TASK TO CARRY OUT:
The output must match the entries below exactly, with pictures removed.

(Stored data)
==*==
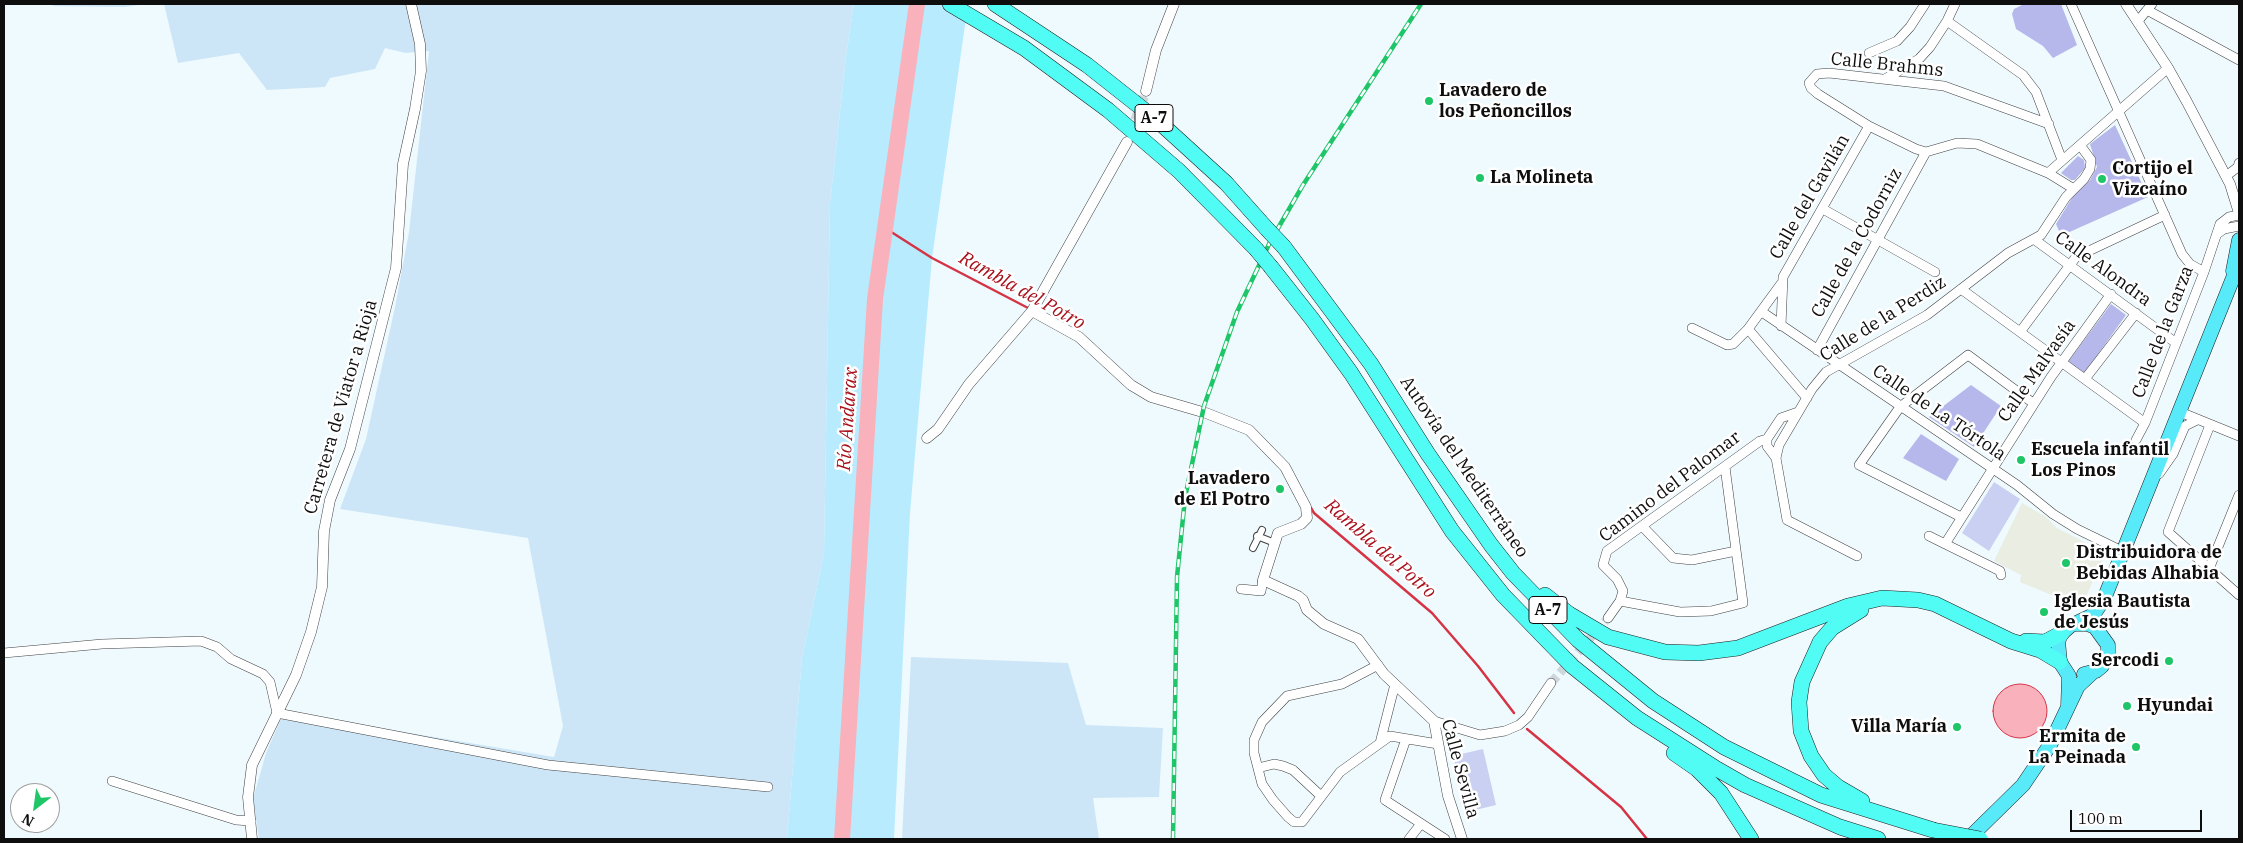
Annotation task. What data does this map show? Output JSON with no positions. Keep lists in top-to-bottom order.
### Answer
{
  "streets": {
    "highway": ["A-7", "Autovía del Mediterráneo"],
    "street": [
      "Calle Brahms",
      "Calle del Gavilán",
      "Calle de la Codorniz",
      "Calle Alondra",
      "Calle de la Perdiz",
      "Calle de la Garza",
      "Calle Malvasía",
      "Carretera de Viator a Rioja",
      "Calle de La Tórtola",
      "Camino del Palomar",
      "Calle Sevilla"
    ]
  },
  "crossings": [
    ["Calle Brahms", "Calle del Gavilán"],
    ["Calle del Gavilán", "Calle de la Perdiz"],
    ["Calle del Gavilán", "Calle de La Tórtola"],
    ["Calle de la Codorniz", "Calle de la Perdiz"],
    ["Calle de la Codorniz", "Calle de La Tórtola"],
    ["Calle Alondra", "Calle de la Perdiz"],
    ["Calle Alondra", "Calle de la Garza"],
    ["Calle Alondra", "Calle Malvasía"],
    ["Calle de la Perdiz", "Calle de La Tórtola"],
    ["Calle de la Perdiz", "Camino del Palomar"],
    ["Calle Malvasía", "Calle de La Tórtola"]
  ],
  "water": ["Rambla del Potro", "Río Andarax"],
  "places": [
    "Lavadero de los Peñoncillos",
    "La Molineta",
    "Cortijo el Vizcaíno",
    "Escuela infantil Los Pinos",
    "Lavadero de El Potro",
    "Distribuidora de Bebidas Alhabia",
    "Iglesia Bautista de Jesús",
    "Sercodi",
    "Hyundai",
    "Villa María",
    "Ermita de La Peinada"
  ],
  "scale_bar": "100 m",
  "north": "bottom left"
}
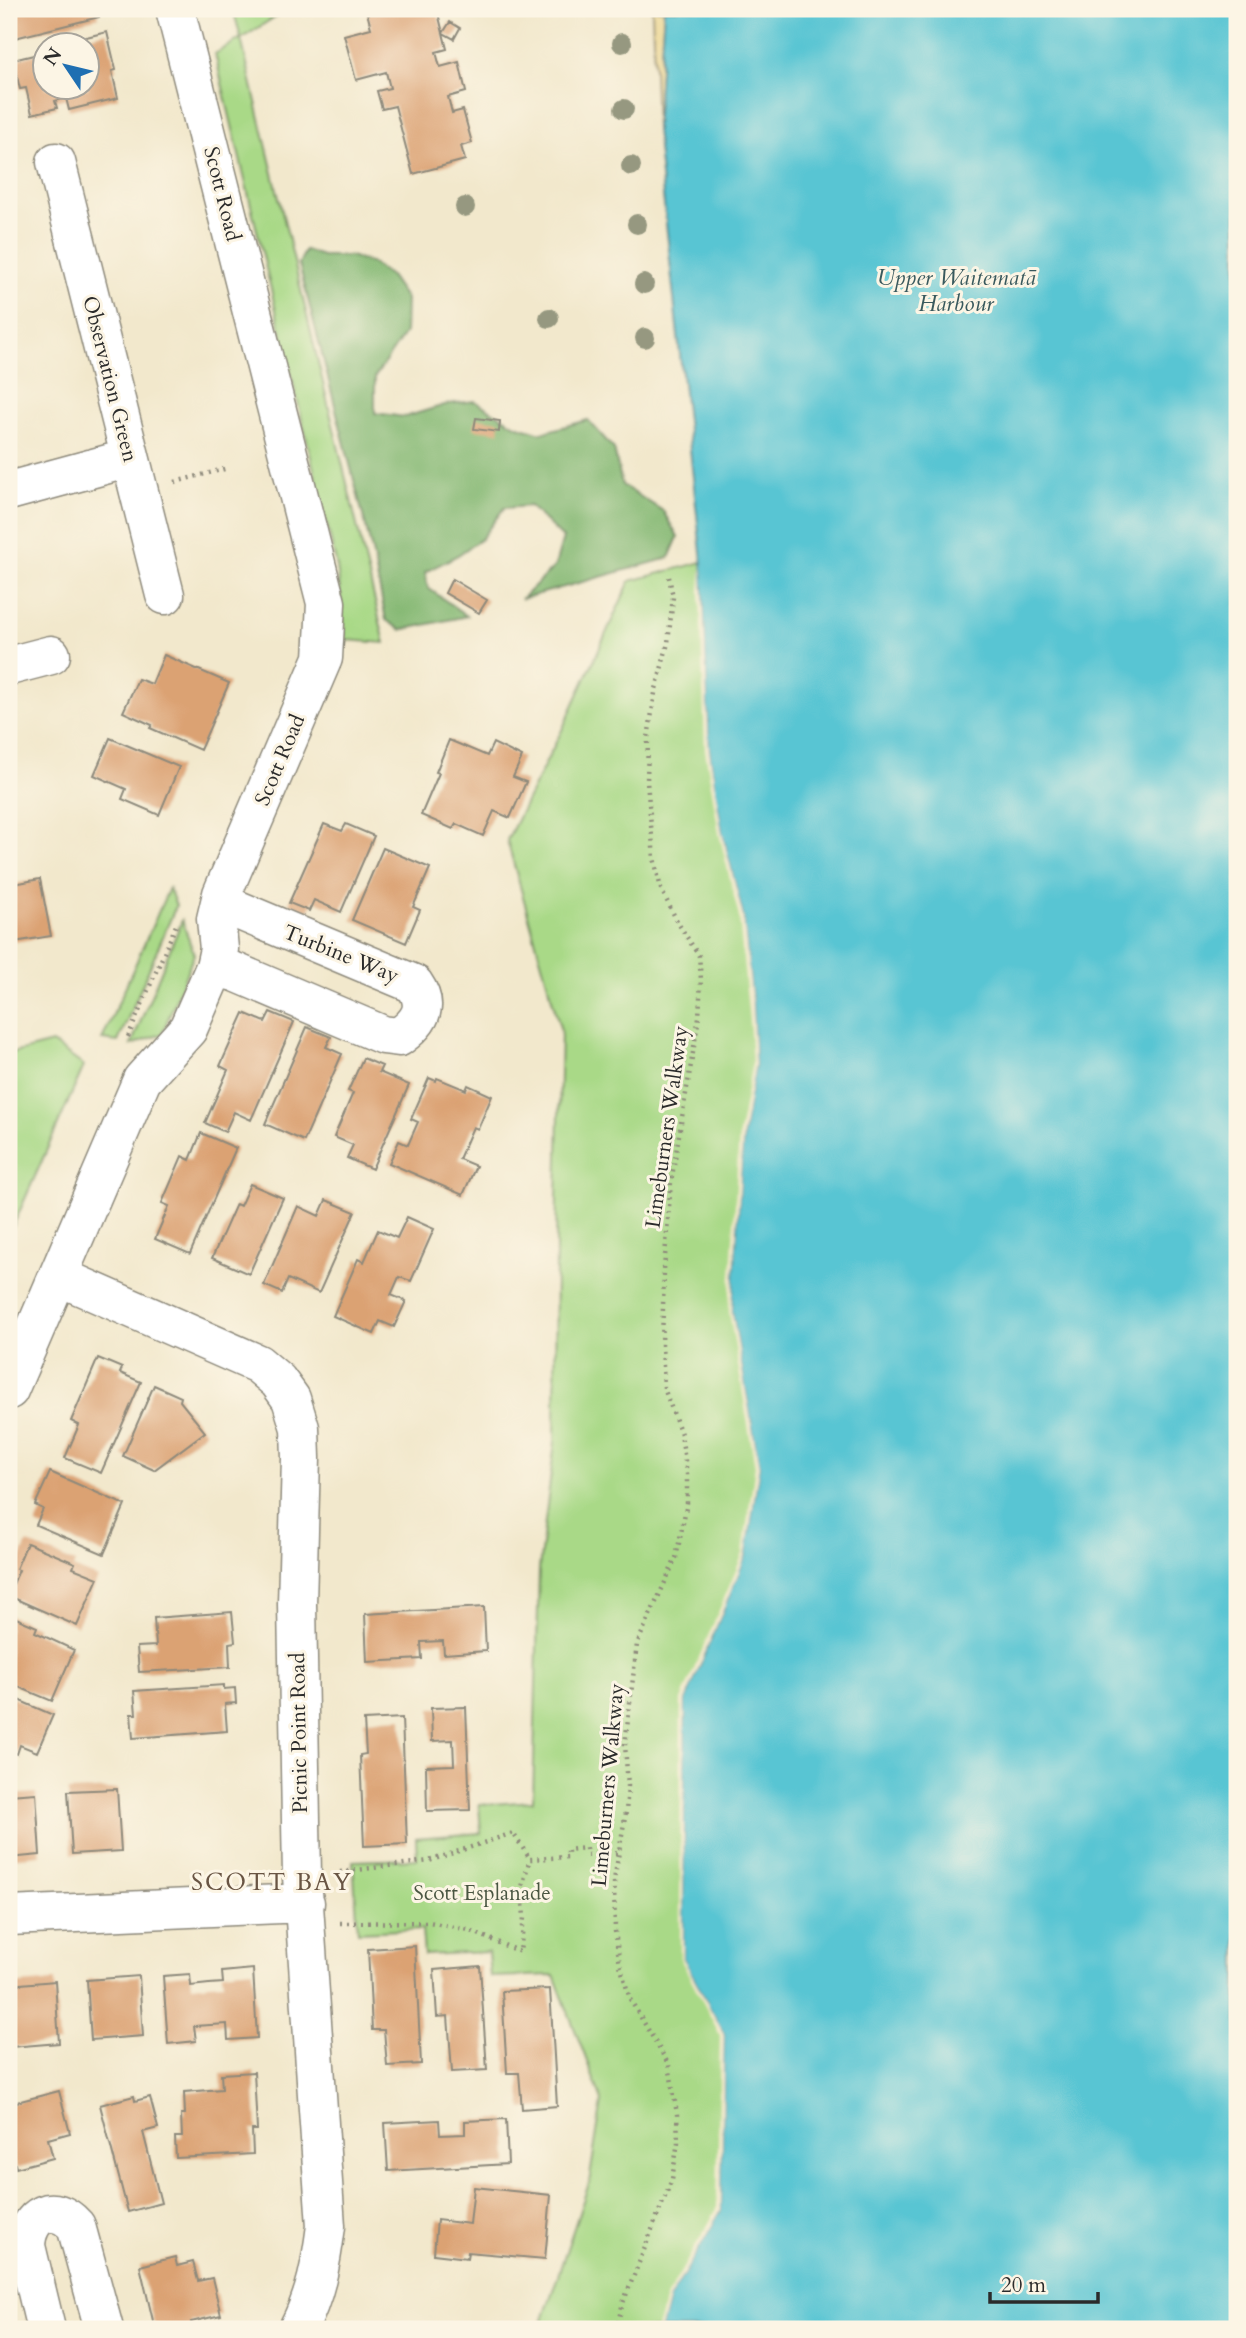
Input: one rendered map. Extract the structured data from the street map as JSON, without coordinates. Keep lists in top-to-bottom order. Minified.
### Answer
==*==
ANSWER BOX:
Annotation task. What data does this map show? Output JSON with no positions. Keep lists in top-to-bottom order.
### Answer
{
  "streets": {
    "highway": ["A-7", "Autovía del Mediterráneo"],
    "street": [
      "Calle Brahms",
      "Calle del Gavilán",
      "Calle de la Codorniz",
      "Calle Alondra",
      "Calle de la Perdiz",
      "Calle de la Garza",
      "Calle Malvasía",
      "Carretera de Viator a Rioja",
      "Calle de La Tórtola",
      "Camino del Palomar",
      "Calle Sevilla"
    ]
  },
  "crossings": [
    ["Calle Brahms", "Calle del Gavilán"],
    ["Calle del Gavilán", "Calle de la Perdiz"],
    ["Calle del Gavilán", "Calle de La Tórtola"],
    ["Calle de la Codorniz", "Calle de la Perdiz"],
    ["Calle de la Codorniz", "Calle de La Tórtola"],
    ["Calle Alondra", "Calle de la Perdiz"],
    ["Calle Alondra", "Calle de la Garza"],
    ["Calle Alondra", "Calle Malvasía"],
    ["Calle de la Perdiz", "Calle de La Tórtola"],
    ["Calle de la Perdiz", "Camino del Palomar"],
    ["Calle Malvasía", "Calle de La Tórtola"]
  ],
  "water": ["Rambla del Potro", "Río Andarax"],
  "places": [
    "Lavadero de los Peñoncillos",
    "La Molineta",
    "Cortijo el Vizcaíno",
    "Escuela infantil Los Pinos",
    "Lavadero de El Potro",
    "Distribuidora de Bebidas Alhabia",
    "Iglesia Bautista de Jesús",
    "Sercodi",
    "Hyundai",
    "Villa María",
    "Ermita de La Peinada"
  ],
  "scale_bar": "100 m",
  "north": "bottom left"
}
Input: one rendered map. Extract the structured data from the street map as JSON, without coordinates. Keep lists in top-to-bottom order. Minified.
### Answer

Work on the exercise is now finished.